A titre d’exemple, on peut citer l’opposition entre pays riches (au nord et à l’ouest) et pauvres (au sud et à l’est). Les pays du nord sont marqués par l’empreinte germanique (concurrence, inégalité autoritaire ou libérale), tandis qu’en Europe latine, les Etats sont empreints d’une forte recherche d’égalité. L’auteur insiste alors sur l’importance de privilégier la relation franco-allemande, « un des arbres de vie de l’Europe » (Jacques Delors). Il s’agit d’une relation vitale pour l’unité pôle latin et du pôle nordique.

En conclusion, l’auteur estime que la solution aux problèmes actuels (crise économique, menace existentielle pour la cohésion du noyau même de l’Europe intégrée…) ne peut pas passer par un grand saut intégrateur. Les nations ne sont pas désireuses de bouleverser l’équilibre des compétences entre niveau européen et national. Par conséquent, l’Europe doit assumer sa diversité nationale et se perfectionner dans son être plutôt que changer sa nature.

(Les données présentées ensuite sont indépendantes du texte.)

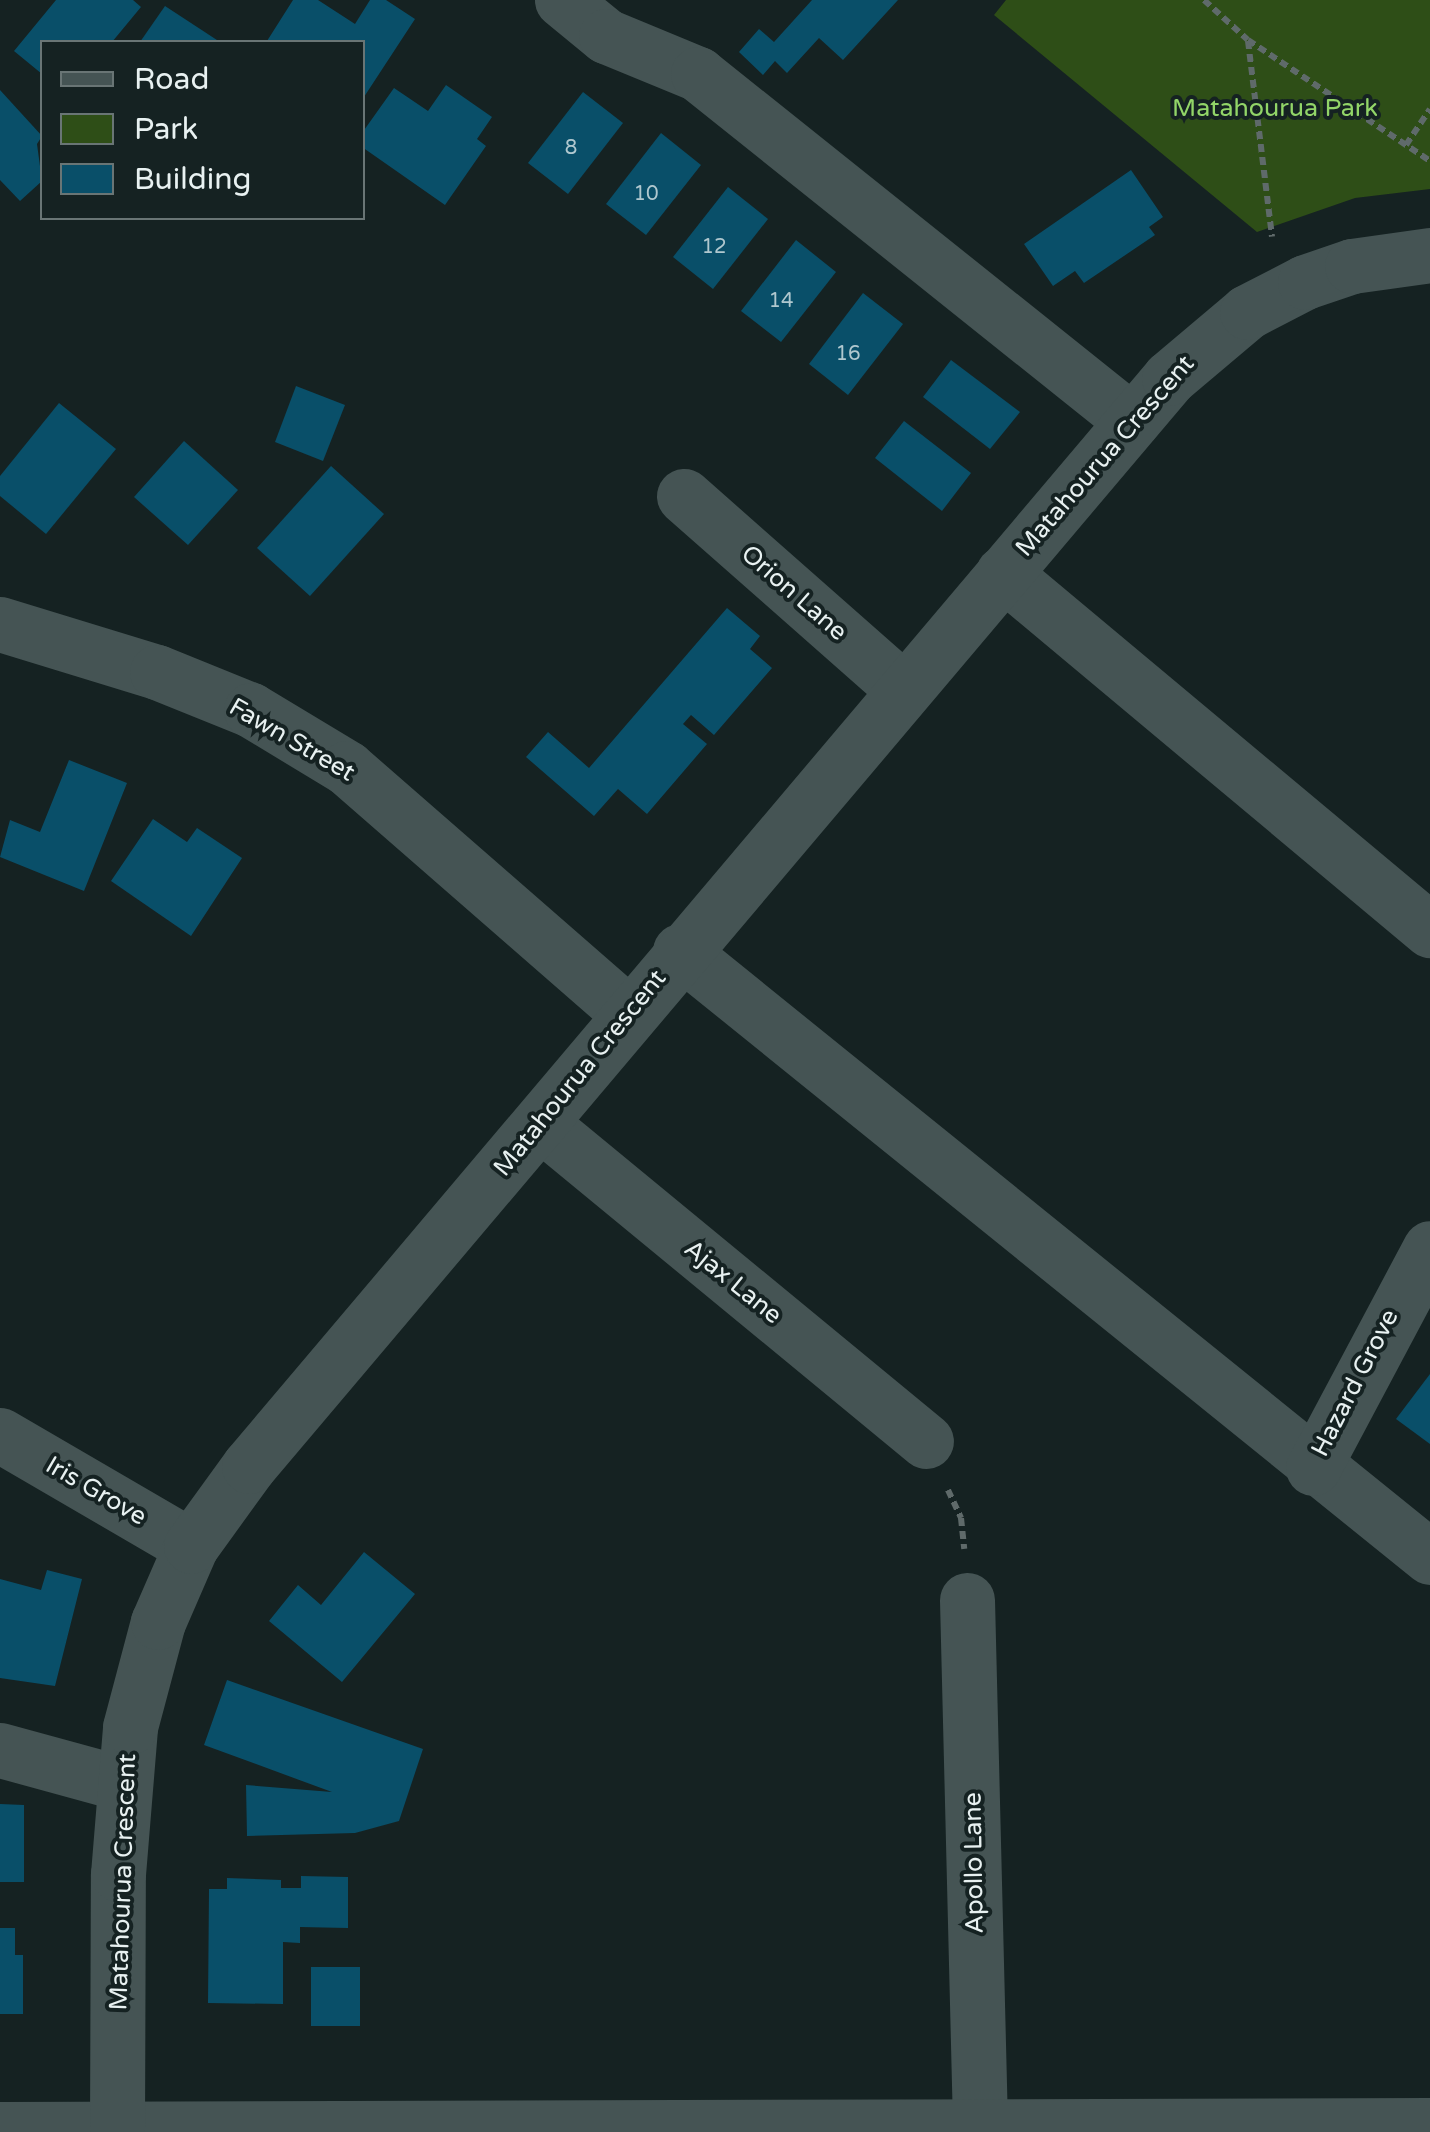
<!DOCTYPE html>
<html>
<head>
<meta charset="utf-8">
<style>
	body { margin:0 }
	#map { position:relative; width:1430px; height:2132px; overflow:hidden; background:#152222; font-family:"Varela Round",sans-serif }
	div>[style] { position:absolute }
	.green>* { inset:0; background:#2e4e17 }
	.building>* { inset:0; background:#094f69 }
	.path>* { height:6px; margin-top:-3px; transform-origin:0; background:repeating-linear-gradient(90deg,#5f6a6a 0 8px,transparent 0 13px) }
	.minor>* { height:55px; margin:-27.5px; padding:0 27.5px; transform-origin:27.5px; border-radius:27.5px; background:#455454 }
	span { translate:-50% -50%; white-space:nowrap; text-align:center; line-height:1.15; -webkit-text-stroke:8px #152222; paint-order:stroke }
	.number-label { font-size:20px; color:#b0c8cf }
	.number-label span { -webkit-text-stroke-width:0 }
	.park-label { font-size:25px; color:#92d568 }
	.street-label { font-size:25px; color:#e8f1f1 }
	.legend { position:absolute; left:40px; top:40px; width:325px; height:180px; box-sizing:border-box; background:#152222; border:2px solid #697575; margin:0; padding:12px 18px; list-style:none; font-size:30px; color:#e8f1f1 }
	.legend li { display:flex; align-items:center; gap:20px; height:50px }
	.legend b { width:50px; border:2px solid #697575 }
</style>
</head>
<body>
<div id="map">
	<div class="green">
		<i style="clip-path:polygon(1006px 0,1430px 0,1430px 189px,1355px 198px,1257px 232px,994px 15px)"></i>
	</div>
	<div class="building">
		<i style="clip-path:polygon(56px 0,133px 0,141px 7px,112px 42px,42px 42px,42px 74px,14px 51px)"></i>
		<i style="clip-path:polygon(293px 0,318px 0,355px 24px,370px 0,386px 0,415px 19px,362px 100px,362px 42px,267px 41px)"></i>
		<i style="clip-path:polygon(812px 0,898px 0,843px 60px,819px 38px,787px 73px,775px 61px,763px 75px,739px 52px,759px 29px,774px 42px)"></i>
		<i style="clip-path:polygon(165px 6px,220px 42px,140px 42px)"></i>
		<i style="clip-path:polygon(446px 85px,492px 117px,477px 139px,486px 146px,445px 205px,362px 147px,362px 133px,394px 88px,428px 111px)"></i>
		<i style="clip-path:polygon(0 90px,42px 136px,37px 144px,42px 181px,20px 201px,0 180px)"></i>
		<i style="clip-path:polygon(583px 92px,623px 123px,568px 194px,528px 163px)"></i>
		<i style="clip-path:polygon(661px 133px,701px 165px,646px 235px,606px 204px)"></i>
		<i style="clip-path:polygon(1131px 170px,1163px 217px,1149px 227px,1155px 235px,1084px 283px,1075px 271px,1053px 286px,1024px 244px)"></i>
		<i style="clip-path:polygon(728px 187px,768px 219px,713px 289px,673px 257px)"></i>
		<i style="clip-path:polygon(796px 240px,836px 272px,781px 342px,741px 311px)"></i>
		<i style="clip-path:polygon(863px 293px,903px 324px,848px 395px,809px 364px)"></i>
		<i style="clip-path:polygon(951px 360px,1020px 412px,990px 449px,923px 397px)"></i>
		<i style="clip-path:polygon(296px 386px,345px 405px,323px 461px,275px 442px)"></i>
		<i style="clip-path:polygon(59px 403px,116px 449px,46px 534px,0 496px,0 476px)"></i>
		<i style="clip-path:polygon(904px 421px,971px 473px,942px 511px,875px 458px)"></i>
		<i style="clip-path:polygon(184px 441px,238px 490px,188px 545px,134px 497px)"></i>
		<i style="clip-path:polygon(331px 466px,384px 514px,310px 596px,257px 548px)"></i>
		<i style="clip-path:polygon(727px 608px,760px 636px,750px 649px,772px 668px,714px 735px,691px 715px,683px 724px,707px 744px,647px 814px,618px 789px,594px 816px,526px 757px,548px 732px,589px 768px)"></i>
		<i style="clip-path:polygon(69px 760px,127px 783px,84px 891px,0 857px,10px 820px,40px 832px)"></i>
		<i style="clip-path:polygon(153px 819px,187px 842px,197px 828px,242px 858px,191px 936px,111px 881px)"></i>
		<i style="clip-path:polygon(1430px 1374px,1430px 1444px,1396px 1419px)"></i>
		<i style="clip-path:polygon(364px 1552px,415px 1594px,342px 1682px,269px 1621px,298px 1585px,321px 1605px)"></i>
		<i style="clip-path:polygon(47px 1570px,82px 1579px,55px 1686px,0 1678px,0 1579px,41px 1590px)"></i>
		<i style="clip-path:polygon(227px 1680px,423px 1749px,399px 1821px,355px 1833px,247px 1836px,246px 1785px,332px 1792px,204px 1745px)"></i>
		<i style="clip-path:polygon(0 1804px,24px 1805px,24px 1882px,0 1882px)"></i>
		<i style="clip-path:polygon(301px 1876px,348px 1877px,348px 1928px,300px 1927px,300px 1943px,283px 1942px,283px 2004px,208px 2003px,209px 1889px,227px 1889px,227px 1878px,281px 1880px,281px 1888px,301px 1888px)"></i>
		<i style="clip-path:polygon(0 1928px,15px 1928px,15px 1955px,23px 1955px,23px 2014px,0 2014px)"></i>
		<i style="clip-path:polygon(311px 1967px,360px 1967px,360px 2026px,311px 2026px)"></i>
	</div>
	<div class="path">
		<i style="left:1204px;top:0;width:59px;rotate:42.3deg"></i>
		<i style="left:1248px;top:40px;width:219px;rotate:33.6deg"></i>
		<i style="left:1248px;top:41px;width:197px;rotate:83deg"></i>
		<i style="left:1406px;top:145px;width:43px;rotate:-56.3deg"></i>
		<i style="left:948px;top:1490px;width:31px;rotate:65deg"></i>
		<i style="left:961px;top:1518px;width:31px;rotate:84deg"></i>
	</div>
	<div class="minor">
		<i style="left:562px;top:0;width:57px;rotate:39.3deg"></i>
		<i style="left:606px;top:36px;width:100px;rotate:22.4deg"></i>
		<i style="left:698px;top:74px;width:556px;rotate:38.64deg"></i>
		<i style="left:684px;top:496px;width:293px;rotate:41.4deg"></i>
		<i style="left:1003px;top:573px;width:557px;rotate:39.9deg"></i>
		<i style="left:0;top:624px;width:164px;rotate:17deg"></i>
		<i style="left:157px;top:672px;width:101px;rotate:22deg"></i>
		<i style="left:251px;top:710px;width:112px;rotate:31.1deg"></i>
		<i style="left:347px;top:768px;width:373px;rotate:41.1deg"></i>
		<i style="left:680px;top:951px;width:964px;rotate:38.94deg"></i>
		<i style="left:540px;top:1123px;width:500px;rotate:39.48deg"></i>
		<i style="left:0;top:1435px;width:221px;rotate:30.2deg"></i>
		<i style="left:1313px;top:1468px;width:249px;rotate:-62deg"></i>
		<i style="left:967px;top:1600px;width:526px;rotate:88.58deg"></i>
		<i style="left:0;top:1750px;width:129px;rotate:15.3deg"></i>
		<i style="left:0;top:2129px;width:1430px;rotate:-0.16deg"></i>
		<i style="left:117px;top:2129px;width:255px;rotate:-89.8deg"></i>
		<i style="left:118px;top:1874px;width:147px;rotate:-85.3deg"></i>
		<i style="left:130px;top:1727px;width:109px;rotate:-75.1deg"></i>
		<i style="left:158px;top:1622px;width:83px;rotate:-66.5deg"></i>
		<i style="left:191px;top:1546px;width:99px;rotate:-54.1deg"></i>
		<i style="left:249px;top:1466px;width:1425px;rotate:-49.78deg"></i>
		<i style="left:1169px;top:378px;width:102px;rotate:-40.2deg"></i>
		<i style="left:1247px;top:312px;width:65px;rotate:-27.3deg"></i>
		<i style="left:1305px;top:282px;width:50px;rotate:-18.8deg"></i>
		<i style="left:1352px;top:266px;width:79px;rotate:-8deg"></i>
	</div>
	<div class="number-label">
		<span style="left:571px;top:148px">8</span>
		<span style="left:646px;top:194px">10</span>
		<span style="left:714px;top:247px">12</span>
		<span style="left:781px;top:301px">14</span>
		<span style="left:848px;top:354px">16</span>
	</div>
	<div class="park-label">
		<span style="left:1275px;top:108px">Matahourua Park</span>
	</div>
	<div class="street-label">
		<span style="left:1105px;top:456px;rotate:-49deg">Matahourua Crescent</span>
		<span style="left:794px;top:593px;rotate:41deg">Orion Lane</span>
		<span style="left:292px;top:740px;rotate:30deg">Fawn Street</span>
		<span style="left:580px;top:1073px;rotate:-51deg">Matahourua Crescent</span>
		<span style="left:733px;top:1282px;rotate:39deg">Ajax Lane</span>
		<span style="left:1355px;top:1383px;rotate:-63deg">Hazard Grove</span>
		<span style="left:96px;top:1491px;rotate:30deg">Iris Grove</span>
		<span style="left:974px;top:1863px;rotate:-91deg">Apollo Lane</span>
		<span style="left:123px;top:1882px;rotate:-88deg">Matahourua Crescent</span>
	</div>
	<ul class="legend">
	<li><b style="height:12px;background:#455454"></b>Road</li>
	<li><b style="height:28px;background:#2e4e17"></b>Park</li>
	<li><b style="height:28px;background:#094f69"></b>Building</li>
	</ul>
</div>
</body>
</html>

4 clés sont alors proposées pour réincarner l’Europe par les nations : la politisation du débat européen pour que les citoyens saisissent mieux les enjeux de la prise de décision au niveau européen ; la subsidiarité pour lutter contre l’uniformisation et préserver les cadres de vie nationaux et territoriaux ; la solidarité comme contrepartie du libéralisme économique ; la différenciation en raison des différentes aspirations et capacités à s’intégrer des Etats membres.